With my debut novel being published this year, I’m hoping I’ll be able to complete writing for my second one soon. My debut is a domestic drama with elements of mystery and suspense—it’s the space I’m most comfortable writing in. Perhaps, if I’m brave enough, I might be able to try my hand at a different genre for my third book.
8. What do you think your career priorities will be in 10 years’ time?
I haven’t thought that far ahead. I’m still walking through a haze of disbelief. I spent so many years trying to write something acceptable, and now my novel will be published and I’ll see it in bookshops! It’s a dream come true. I’m hoping that I can continue to feel this way for the next ten years.
9. What is your work/life inspiration?
A difficult question to answer, because I feel as though my inspiration changes and evolves constantly, almost on a daily basis. What motivates me to write is my family, especially my daughter, who is also my biggest critic. She demands a new story every day, so I really have to stay on top of my game.

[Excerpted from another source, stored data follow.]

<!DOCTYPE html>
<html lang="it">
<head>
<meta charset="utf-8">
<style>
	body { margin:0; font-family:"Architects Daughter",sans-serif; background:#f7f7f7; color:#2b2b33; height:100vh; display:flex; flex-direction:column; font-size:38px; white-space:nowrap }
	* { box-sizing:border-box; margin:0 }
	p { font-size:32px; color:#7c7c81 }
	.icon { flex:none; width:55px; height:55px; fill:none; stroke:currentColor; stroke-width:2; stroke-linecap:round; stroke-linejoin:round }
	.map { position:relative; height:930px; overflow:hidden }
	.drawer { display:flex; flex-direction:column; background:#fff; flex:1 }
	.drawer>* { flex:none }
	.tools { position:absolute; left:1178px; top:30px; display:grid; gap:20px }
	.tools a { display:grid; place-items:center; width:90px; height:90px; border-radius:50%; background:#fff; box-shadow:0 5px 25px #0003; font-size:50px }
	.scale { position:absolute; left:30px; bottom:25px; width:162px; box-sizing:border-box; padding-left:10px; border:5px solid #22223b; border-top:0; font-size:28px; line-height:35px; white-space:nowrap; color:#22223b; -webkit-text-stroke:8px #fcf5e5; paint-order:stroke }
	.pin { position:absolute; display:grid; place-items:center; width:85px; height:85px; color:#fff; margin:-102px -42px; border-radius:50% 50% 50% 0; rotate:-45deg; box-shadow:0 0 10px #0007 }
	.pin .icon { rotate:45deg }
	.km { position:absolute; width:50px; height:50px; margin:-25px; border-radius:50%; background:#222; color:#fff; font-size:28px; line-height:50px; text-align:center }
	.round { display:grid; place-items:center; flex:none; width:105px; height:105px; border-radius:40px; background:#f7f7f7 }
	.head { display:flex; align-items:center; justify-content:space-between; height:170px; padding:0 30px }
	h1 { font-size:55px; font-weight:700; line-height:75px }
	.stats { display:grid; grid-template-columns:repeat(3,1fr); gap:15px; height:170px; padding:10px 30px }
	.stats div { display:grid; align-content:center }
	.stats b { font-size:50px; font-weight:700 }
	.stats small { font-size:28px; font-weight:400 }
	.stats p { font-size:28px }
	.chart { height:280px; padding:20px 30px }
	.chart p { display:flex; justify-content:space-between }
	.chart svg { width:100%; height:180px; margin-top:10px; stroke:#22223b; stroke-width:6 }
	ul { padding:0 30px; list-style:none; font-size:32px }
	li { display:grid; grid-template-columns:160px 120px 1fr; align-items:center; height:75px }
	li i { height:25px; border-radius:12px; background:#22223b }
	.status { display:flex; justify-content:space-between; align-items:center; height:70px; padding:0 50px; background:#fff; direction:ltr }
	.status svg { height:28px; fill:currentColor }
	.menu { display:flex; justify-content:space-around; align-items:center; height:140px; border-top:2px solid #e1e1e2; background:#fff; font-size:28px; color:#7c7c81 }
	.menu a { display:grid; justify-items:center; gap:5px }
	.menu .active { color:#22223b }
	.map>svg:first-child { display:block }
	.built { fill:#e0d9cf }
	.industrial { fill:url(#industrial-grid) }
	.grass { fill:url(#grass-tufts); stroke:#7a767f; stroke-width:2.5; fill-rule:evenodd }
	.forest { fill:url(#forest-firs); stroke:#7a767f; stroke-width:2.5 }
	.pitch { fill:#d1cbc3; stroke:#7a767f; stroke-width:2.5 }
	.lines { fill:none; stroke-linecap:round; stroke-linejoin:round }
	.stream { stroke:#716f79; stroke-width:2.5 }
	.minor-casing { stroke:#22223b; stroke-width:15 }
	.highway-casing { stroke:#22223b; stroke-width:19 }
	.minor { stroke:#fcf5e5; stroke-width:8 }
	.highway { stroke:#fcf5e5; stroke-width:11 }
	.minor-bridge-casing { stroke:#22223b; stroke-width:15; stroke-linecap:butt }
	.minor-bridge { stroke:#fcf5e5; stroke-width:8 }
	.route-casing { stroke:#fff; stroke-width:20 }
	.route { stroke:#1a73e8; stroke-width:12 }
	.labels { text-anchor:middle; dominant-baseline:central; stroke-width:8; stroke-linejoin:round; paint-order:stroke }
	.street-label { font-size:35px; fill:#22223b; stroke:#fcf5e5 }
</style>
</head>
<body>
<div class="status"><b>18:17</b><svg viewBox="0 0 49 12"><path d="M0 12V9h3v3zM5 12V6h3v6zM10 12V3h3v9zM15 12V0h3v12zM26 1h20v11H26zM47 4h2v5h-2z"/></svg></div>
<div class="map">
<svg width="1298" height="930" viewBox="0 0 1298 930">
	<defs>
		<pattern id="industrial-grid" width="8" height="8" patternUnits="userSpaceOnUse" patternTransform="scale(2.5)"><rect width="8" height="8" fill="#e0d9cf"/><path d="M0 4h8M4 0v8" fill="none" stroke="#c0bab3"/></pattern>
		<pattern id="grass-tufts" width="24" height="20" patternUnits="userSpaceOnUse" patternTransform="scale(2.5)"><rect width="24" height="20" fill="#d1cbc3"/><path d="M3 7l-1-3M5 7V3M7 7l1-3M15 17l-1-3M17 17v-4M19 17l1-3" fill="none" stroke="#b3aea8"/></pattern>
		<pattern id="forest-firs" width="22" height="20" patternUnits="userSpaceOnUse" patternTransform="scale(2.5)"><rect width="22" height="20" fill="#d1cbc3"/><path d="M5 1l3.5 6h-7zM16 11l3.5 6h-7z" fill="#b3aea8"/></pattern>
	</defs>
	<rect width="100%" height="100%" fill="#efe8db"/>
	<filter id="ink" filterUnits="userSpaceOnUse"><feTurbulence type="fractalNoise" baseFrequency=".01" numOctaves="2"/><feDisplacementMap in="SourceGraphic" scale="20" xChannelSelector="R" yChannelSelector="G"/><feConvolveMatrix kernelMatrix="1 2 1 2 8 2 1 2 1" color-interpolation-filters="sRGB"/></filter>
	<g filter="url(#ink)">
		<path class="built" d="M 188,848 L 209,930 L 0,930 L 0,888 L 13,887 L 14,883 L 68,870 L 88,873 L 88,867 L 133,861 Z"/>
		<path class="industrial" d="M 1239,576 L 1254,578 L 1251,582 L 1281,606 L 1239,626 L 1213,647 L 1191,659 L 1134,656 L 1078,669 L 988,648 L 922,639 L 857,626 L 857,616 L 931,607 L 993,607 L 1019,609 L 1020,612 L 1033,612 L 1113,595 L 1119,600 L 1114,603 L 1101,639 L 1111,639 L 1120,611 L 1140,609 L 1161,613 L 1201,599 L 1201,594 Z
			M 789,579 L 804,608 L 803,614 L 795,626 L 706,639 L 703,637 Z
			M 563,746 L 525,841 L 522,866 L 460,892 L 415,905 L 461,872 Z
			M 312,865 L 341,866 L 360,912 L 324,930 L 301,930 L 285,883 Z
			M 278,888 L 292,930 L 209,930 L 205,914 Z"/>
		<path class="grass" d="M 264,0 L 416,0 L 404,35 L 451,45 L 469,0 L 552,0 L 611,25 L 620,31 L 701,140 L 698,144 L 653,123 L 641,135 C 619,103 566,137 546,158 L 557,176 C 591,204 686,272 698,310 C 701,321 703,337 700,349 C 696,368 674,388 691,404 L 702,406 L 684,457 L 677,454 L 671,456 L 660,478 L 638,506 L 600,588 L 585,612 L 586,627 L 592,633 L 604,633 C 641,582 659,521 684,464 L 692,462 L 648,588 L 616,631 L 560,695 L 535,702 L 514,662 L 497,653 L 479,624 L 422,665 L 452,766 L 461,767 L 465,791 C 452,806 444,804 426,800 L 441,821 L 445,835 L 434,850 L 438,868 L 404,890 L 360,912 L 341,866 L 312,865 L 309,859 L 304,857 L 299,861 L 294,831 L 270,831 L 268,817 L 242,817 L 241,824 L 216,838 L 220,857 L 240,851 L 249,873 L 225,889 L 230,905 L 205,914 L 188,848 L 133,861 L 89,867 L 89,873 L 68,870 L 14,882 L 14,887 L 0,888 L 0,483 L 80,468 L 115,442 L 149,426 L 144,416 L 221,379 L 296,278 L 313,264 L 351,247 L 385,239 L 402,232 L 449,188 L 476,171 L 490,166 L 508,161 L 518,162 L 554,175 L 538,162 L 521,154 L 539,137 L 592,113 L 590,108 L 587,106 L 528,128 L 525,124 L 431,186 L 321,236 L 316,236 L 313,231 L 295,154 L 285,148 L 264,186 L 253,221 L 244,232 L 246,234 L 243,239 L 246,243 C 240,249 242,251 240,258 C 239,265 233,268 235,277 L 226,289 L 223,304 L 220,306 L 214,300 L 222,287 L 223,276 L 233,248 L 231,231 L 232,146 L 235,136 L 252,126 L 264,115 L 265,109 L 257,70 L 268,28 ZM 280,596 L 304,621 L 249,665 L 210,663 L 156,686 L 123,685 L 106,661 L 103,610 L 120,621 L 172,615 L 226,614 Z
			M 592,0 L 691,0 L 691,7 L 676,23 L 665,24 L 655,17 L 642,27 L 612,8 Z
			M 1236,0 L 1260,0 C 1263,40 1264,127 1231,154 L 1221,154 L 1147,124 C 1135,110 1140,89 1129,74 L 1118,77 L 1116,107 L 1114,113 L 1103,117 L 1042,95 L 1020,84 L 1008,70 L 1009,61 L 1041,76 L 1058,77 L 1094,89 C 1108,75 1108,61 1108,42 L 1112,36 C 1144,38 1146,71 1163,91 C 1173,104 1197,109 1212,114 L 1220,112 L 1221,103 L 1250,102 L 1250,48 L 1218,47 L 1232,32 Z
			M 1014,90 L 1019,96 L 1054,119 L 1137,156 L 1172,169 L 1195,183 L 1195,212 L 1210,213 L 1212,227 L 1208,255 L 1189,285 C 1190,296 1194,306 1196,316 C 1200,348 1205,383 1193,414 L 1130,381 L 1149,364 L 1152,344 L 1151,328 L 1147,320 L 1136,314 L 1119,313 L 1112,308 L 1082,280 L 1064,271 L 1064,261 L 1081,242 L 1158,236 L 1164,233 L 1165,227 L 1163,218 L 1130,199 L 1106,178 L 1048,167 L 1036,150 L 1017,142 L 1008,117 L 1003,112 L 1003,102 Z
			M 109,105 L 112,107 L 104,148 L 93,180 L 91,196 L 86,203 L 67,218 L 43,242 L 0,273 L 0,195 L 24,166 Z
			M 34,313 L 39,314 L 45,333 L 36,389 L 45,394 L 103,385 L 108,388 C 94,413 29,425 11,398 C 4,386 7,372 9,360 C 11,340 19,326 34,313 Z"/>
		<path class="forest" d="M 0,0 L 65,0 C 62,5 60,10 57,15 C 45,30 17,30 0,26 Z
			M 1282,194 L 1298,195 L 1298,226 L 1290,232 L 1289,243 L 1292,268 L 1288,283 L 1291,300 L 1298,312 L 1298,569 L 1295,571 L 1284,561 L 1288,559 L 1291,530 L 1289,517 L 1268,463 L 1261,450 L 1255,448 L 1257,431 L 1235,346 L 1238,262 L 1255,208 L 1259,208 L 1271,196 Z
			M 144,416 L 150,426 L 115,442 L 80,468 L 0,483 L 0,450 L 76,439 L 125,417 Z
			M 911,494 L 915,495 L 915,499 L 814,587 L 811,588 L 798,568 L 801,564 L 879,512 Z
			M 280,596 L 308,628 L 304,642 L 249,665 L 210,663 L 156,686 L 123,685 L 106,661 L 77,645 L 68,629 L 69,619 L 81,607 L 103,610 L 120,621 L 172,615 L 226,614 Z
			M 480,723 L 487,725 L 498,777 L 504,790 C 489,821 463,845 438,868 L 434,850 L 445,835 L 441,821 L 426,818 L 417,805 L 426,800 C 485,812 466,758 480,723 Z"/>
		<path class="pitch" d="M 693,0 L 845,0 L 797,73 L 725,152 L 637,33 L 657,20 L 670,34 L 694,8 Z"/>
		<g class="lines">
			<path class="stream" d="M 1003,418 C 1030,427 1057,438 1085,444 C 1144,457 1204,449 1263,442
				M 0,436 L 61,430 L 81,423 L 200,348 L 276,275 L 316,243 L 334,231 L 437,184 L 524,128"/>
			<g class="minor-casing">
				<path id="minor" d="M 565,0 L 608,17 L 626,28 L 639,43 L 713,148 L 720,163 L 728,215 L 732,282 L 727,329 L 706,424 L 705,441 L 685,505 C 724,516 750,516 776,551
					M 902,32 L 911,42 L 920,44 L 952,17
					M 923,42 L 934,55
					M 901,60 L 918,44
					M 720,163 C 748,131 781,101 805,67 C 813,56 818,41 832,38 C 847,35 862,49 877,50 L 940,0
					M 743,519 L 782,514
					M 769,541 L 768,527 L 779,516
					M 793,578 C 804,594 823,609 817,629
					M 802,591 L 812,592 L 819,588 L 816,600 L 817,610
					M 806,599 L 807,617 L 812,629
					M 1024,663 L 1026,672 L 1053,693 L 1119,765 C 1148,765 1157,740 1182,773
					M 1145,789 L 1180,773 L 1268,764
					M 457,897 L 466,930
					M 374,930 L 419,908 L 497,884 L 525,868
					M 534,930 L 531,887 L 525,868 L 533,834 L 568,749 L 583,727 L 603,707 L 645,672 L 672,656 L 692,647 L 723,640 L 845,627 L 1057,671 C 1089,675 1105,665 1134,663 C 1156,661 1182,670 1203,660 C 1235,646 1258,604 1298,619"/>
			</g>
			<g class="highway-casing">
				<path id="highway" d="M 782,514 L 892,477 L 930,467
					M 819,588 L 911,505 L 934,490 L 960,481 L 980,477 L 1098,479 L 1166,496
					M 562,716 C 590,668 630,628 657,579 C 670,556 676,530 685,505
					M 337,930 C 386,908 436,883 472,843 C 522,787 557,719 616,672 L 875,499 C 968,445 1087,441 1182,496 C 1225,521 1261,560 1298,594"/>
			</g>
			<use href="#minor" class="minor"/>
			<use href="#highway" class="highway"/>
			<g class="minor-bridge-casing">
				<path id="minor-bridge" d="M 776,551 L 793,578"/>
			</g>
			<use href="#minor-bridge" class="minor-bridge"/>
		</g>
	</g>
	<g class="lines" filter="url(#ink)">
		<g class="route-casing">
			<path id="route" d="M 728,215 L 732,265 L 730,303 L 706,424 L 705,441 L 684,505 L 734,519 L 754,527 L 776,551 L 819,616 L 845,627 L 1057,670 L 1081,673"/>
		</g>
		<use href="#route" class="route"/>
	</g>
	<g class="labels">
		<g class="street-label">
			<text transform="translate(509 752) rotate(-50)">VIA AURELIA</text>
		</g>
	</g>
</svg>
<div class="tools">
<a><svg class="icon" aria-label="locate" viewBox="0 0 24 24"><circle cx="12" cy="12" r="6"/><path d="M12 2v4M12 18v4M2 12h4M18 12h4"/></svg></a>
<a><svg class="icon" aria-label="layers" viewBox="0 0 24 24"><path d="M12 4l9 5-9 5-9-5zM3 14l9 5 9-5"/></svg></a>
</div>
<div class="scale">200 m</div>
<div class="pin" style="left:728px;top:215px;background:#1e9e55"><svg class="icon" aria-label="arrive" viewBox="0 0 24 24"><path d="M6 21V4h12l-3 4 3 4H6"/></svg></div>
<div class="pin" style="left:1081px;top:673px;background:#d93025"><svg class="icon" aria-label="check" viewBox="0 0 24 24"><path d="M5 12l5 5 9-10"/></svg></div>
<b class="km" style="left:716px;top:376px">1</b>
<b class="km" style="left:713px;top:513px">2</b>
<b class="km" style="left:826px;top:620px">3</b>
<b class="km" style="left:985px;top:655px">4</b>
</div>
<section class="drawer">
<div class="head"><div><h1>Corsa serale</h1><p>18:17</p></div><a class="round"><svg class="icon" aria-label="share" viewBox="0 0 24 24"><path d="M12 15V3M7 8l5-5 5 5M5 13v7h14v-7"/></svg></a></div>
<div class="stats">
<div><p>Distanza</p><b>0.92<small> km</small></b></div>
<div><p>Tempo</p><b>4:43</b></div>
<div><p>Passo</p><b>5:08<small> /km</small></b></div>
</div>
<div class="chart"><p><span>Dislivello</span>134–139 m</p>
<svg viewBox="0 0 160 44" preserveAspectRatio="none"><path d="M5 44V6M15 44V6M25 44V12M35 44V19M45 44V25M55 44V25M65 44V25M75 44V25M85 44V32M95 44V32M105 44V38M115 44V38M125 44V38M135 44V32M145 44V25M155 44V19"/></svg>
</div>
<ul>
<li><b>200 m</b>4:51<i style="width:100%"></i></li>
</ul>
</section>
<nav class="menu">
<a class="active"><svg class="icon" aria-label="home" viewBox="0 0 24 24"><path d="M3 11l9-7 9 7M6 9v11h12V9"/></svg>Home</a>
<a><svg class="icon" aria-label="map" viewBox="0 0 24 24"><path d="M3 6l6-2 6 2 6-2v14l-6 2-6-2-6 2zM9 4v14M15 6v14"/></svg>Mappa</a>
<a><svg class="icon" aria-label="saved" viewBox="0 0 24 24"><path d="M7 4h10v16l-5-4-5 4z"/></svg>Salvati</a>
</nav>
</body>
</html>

10. What is life outside work like?
Busy and noisy, because we have an almost-four year old who keeps us on our toes. I’ve always been a bit of a social recluse, enjoying quiet moments alone much more than a crowd. However, my day now revolves around catering to my daughter’s very busy social life, which I have now taken in my stride. Lots of playdates, painting, playgrounds and scootering. I’m very glad she enjoys reading as much as I do, so we visit libraries quite often.
11. What books or films have you found engaging?
This could turn into a long list if I don’t exercise some self-restraint. Some books I’ve read recently that I’d recommend – Notes On An Execution, The Island of Longing, Young Mungo, Small Things Like These, The Paper Palace.
12. Have you ever taken a literary pilgrimage?
I haven’t had the chance yet, but I would love to go on a long road trip around Ireland, visiting as many independent bookshops as I can.
13. Who would you invite to your dream dinner party?
Just my husband, because I’m a very anxious host. However, in this dream, where I’m breezy and effortless, I would invite Jane Goodall, Louis Theroux, Kalpana Chawla,
PG Wodehouse and Sally Rooney.
14. Ultimate book recommendation?
I was deeply impacted by Jhumpa Lahiri’s Interpreter of Maladies, because her collection of stories felt raw and real. I felt represented in her work for the first time.